### Problem requirements
Respond with exact copies of the lines running from the line that contains "<b><i></i>Macieja Mielżyńskiego</b>" to the end of the material.

### Data extracts
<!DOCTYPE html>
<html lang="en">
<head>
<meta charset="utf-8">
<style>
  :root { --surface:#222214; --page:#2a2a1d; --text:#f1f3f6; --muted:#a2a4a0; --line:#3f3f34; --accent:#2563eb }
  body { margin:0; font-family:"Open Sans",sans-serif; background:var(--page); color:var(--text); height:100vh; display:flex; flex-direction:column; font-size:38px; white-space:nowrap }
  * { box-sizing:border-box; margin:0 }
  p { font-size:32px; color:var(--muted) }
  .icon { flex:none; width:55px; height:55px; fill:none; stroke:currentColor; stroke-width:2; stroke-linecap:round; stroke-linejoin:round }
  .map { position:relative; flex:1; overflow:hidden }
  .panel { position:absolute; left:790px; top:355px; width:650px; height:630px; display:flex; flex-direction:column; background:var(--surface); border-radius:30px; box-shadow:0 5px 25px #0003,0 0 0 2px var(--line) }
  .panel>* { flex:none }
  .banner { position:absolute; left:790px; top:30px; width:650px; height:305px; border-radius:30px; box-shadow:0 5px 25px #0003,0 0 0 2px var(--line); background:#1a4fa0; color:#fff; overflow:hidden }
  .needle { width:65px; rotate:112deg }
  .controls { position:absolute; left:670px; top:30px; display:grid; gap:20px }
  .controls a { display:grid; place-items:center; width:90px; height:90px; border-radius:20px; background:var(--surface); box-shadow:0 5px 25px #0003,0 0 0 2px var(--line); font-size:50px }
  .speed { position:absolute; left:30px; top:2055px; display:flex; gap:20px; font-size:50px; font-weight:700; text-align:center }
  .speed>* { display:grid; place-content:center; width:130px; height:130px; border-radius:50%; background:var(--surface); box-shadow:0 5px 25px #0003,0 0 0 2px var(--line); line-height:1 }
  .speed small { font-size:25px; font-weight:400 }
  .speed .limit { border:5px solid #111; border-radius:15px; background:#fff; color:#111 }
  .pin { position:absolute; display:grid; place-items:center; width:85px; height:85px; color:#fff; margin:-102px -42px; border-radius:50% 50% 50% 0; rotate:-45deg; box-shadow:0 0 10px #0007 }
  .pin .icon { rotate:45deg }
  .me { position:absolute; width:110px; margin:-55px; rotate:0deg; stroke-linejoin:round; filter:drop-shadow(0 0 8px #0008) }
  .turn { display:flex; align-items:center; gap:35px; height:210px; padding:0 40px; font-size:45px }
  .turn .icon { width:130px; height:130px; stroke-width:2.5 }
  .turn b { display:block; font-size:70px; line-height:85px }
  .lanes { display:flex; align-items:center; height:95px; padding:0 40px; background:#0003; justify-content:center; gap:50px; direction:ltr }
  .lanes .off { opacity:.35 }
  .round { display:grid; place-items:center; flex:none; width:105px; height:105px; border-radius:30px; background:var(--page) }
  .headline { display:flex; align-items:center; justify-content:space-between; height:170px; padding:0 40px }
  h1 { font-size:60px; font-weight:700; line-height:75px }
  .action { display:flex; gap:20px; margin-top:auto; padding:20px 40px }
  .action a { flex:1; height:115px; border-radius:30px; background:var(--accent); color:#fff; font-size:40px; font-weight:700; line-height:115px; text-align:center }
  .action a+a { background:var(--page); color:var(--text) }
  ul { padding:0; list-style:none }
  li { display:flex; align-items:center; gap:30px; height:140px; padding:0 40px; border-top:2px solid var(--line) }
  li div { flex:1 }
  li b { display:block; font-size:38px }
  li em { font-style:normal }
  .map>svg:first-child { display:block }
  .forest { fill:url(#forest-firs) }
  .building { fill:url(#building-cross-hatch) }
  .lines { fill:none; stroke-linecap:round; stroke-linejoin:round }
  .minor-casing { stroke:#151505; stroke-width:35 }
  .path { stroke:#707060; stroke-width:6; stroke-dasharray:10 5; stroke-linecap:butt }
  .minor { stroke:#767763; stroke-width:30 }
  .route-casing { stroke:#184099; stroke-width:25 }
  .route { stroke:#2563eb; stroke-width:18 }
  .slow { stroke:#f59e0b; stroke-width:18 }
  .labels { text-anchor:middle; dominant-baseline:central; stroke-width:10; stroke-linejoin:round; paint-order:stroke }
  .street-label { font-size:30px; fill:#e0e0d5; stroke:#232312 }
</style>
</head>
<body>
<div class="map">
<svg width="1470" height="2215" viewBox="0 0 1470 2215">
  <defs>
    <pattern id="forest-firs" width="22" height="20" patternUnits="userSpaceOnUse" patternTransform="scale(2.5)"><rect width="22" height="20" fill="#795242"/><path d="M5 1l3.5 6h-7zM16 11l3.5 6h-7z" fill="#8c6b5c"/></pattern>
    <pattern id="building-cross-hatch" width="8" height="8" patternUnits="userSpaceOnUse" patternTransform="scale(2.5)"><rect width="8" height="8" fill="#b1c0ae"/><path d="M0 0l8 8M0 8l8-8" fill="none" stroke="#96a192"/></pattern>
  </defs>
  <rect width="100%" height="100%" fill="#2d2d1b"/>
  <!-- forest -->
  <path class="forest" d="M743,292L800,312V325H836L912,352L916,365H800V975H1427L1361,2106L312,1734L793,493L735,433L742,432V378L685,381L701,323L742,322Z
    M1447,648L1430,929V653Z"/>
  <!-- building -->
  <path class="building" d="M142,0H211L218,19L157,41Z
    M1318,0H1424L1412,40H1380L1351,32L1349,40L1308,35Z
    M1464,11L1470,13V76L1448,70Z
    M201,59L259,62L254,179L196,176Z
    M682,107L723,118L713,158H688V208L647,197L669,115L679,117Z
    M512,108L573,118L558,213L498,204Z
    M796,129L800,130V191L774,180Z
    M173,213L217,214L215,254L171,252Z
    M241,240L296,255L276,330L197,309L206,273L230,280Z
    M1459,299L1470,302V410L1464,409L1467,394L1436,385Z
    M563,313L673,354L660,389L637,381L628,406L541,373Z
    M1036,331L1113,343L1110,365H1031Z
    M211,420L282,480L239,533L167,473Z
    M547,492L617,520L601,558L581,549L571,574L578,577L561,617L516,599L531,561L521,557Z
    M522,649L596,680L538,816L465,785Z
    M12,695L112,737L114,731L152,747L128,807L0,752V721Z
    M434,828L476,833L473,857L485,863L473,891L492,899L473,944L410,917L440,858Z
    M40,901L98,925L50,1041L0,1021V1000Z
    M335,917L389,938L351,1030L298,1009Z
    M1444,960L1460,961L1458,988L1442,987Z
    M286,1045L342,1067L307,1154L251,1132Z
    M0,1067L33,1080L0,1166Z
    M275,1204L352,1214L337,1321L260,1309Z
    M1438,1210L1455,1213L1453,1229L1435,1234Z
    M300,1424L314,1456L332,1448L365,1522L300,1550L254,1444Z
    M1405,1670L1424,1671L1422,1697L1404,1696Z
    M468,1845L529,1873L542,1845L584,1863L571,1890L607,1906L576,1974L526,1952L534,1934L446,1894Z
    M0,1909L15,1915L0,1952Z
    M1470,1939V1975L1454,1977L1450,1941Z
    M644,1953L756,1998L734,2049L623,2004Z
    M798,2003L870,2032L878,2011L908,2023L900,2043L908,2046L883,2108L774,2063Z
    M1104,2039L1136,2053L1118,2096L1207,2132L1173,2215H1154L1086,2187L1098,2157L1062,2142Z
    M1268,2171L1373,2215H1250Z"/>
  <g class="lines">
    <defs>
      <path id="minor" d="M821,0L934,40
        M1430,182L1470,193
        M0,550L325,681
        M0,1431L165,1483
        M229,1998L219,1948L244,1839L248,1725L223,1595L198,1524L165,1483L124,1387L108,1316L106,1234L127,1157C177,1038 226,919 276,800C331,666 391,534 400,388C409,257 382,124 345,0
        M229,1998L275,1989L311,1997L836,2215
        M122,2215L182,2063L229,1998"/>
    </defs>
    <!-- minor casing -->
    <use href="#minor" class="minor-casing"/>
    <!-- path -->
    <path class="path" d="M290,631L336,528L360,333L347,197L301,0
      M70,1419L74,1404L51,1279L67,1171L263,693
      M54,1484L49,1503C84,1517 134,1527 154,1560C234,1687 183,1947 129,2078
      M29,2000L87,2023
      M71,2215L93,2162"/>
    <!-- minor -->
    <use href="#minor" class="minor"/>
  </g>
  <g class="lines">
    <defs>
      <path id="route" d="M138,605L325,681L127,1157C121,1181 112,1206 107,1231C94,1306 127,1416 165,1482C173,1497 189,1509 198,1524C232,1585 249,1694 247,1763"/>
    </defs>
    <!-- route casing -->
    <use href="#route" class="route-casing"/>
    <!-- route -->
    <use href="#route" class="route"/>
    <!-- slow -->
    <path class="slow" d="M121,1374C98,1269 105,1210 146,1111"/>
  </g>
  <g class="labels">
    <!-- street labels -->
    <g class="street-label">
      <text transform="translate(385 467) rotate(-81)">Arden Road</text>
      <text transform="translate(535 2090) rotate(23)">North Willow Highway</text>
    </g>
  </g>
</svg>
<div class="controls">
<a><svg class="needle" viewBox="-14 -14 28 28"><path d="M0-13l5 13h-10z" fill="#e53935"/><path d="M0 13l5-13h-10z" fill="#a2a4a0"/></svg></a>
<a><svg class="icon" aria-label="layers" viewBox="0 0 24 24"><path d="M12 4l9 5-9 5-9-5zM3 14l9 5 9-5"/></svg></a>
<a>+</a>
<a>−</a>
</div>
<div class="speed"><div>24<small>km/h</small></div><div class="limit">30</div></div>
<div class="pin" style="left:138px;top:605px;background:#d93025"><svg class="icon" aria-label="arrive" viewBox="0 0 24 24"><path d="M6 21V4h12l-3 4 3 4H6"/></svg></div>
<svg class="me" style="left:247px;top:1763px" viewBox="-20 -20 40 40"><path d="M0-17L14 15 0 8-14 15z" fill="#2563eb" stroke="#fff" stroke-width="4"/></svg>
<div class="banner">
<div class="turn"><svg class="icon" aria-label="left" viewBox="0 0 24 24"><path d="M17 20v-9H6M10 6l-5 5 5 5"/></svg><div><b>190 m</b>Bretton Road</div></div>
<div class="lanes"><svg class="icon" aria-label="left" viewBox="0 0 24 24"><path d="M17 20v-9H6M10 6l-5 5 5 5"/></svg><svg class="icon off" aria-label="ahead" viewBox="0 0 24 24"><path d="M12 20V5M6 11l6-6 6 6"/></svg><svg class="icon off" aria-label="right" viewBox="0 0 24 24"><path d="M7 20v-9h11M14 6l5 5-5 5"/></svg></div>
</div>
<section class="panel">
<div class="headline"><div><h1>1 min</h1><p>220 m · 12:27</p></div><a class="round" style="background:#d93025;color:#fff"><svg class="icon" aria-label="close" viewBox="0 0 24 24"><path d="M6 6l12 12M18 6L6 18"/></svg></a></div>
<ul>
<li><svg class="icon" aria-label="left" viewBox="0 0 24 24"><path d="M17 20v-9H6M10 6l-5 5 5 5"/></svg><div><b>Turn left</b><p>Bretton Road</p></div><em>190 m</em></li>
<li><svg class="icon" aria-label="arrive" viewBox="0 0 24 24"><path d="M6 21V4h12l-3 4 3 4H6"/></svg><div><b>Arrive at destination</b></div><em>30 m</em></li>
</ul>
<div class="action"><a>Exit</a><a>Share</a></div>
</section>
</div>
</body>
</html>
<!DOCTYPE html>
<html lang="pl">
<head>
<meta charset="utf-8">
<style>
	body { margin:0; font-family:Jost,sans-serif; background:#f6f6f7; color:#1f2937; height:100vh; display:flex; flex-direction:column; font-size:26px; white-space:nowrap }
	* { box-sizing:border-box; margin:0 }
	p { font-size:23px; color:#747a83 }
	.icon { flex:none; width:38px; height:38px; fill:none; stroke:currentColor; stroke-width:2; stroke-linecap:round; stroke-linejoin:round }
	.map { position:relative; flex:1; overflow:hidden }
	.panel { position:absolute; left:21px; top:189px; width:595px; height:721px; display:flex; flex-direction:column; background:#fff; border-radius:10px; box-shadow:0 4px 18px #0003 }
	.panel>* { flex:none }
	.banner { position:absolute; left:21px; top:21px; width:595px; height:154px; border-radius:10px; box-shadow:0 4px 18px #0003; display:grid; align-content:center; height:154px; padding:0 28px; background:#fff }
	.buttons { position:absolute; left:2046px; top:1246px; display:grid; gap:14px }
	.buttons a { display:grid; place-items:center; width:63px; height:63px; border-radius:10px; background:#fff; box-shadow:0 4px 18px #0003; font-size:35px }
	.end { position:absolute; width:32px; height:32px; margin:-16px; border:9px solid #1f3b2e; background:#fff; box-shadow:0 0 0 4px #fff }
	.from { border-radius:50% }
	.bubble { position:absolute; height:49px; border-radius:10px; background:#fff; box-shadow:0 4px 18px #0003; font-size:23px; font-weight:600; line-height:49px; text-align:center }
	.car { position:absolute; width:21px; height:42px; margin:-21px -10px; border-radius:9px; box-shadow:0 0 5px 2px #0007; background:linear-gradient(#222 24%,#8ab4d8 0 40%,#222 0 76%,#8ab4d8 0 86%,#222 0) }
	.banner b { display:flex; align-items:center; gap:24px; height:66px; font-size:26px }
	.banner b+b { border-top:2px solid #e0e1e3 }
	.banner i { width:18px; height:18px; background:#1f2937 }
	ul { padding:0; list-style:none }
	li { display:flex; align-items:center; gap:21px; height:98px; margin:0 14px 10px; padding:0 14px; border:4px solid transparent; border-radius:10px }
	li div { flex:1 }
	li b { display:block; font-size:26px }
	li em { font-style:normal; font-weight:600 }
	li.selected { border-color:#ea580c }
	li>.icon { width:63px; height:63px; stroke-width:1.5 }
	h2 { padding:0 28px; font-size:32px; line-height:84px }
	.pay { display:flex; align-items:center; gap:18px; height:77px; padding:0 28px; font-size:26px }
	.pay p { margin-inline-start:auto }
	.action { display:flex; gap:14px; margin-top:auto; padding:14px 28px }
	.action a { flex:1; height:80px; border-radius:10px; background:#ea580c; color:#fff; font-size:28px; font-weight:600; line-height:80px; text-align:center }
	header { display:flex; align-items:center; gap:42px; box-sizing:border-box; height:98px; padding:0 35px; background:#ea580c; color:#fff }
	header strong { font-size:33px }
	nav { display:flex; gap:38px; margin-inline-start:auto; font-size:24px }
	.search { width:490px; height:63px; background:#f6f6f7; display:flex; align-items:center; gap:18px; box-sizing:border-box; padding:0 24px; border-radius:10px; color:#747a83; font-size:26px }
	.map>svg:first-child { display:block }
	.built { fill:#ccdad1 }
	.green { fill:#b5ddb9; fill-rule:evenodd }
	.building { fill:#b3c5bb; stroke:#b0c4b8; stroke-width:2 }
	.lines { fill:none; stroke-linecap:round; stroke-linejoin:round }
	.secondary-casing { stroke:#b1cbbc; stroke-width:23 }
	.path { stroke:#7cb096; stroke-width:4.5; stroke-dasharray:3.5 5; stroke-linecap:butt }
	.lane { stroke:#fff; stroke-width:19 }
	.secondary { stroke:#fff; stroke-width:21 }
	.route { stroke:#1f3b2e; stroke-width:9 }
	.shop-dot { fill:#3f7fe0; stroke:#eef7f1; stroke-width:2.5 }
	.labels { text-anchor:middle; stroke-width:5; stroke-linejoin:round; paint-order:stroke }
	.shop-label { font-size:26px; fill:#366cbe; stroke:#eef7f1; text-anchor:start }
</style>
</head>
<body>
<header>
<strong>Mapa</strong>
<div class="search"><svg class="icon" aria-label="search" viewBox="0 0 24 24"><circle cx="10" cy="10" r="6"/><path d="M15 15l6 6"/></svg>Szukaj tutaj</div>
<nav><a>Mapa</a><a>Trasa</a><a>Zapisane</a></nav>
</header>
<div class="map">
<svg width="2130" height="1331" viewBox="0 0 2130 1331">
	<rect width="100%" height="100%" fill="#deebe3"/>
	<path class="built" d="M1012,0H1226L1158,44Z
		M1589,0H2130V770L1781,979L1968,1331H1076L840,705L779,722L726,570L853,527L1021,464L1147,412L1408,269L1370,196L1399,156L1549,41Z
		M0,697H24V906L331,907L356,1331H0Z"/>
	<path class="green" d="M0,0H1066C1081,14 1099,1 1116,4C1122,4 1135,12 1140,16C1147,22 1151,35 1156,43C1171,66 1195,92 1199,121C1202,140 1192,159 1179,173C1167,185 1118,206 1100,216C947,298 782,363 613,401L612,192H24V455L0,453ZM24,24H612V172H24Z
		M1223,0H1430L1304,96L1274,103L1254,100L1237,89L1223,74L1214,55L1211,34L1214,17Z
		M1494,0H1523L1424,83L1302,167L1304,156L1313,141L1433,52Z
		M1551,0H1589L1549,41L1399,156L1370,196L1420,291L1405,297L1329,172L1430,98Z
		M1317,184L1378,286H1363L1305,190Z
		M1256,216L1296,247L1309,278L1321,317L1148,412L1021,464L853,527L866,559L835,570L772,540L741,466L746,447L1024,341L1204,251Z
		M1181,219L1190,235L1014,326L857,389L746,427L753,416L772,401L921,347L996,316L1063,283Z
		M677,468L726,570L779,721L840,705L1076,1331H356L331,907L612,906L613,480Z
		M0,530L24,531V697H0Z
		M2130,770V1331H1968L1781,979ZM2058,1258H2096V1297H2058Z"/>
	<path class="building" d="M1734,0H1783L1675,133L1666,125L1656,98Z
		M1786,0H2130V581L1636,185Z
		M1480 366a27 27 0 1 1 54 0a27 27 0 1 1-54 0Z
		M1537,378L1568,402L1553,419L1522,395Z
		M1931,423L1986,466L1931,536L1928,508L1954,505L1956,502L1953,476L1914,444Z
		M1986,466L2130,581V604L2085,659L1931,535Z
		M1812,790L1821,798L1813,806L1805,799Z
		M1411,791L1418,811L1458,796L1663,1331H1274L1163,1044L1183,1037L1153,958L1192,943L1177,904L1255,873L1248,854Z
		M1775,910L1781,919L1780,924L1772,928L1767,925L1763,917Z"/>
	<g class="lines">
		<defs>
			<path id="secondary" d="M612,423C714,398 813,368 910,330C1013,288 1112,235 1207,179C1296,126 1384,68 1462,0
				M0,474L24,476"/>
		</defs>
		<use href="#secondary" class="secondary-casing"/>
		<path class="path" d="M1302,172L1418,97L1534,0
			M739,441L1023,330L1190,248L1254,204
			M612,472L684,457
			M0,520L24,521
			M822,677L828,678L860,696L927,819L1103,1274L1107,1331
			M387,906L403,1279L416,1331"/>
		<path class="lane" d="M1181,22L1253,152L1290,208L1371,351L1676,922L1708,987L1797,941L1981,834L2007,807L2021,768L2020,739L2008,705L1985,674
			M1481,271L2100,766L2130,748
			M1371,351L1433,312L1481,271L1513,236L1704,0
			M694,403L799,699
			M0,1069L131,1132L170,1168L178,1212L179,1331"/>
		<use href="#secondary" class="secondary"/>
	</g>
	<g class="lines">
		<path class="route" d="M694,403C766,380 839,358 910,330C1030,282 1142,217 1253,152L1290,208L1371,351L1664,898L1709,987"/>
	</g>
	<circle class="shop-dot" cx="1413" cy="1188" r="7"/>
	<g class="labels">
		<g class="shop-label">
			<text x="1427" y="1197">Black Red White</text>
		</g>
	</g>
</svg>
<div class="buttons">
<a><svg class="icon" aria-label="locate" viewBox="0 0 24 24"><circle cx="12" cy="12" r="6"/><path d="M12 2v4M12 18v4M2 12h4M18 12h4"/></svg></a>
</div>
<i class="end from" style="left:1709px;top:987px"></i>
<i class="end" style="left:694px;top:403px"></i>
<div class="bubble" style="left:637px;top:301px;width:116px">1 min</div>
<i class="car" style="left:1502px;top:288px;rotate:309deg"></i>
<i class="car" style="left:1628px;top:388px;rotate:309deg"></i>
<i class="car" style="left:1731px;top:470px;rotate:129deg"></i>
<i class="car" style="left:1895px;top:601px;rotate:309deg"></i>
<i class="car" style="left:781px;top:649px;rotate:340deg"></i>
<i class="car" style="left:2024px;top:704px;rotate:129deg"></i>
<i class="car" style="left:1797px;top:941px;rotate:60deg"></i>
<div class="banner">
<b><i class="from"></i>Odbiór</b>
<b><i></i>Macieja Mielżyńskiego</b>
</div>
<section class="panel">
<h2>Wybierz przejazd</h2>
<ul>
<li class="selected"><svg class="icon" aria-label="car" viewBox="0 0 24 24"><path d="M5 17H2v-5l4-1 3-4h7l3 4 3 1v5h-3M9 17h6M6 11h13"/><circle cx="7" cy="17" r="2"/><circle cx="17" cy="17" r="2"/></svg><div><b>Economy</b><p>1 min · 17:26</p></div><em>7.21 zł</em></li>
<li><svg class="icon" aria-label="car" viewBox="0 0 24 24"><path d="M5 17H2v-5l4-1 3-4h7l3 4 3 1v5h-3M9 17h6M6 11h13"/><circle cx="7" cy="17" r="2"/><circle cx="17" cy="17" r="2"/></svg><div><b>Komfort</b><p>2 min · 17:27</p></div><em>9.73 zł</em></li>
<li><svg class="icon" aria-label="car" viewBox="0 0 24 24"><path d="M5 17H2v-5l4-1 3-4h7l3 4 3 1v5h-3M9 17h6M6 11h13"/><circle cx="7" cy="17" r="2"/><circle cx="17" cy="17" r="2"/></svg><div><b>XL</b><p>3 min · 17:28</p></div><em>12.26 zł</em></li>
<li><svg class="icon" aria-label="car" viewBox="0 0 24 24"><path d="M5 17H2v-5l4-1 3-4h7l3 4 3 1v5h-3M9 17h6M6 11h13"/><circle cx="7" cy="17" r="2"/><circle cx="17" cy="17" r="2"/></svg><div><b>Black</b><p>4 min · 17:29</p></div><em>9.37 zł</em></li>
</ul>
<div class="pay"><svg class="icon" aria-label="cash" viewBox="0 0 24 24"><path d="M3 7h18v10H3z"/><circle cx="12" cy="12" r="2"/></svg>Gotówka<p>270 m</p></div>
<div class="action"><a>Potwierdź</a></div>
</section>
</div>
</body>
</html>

### Result
<b><i></i>Macieja Mielżyńskiego</b>
</div>
<section class="panel">
<h2>Wybierz przejazd</h2>
<ul>
<li class="selected"><svg class="icon" aria-label="car" viewBox="0 0 24 24"><path d="M5 17H2v-5l4-1 3-4h7l3 4 3 1v5h-3M9 17h6M6 11h13"/><circle cx="7" cy="17" r="2"/><circle cx="17" cy="17" r="2"/></svg><div><b>Economy</b><p>1 min · 17:26</p></div><em>7.21 zł</em></li>
<li><svg class="icon" aria-label="car" viewBox="0 0 24 24"><path d="M5 17H2v-5l4-1 3-4h7l3 4 3 1v5h-3M9 17h6M6 11h13"/><circle cx="7" cy="17" r="2"/><circle cx="17" cy="17" r="2"/></svg><div><b>Komfort</b><p>2 min · 17:27</p></div><em>9.73 zł</em></li>
<li><svg class="icon" aria-label="car" viewBox="0 0 24 24"><path d="M5 17H2v-5l4-1 3-4h7l3 4 3 1v5h-3M9 17h6M6 11h13"/><circle cx="7" cy="17" r="2"/><circle cx="17" cy="17" r="2"/></svg><div><b>XL</b><p>3 min · 17:28</p></div><em>12.26 zł</em></li>
<li><svg class="icon" aria-label="car" viewBox="0 0 24 24"><path d="M5 17H2v-5l4-1 3-4h7l3 4 3 1v5h-3M9 17h6M6 11h13"/><circle cx="7" cy="17" r="2"/><circle cx="17" cy="17" r="2"/></svg><div><b>Black</b><p>4 min · 17:29</p></div><em>9.37 zł</em></li>
</ul>
<div class="pay"><svg class="icon" aria-label="cash" viewBox="0 0 24 24"><path d="M3 7h18v10H3z"/><circle cx="12" cy="12" r="2"/></svg>Gotówka<p>270 m</p></div>
<div class="action"><a>Potwierdź</a></div>
</section>
</div>
</body>
</html>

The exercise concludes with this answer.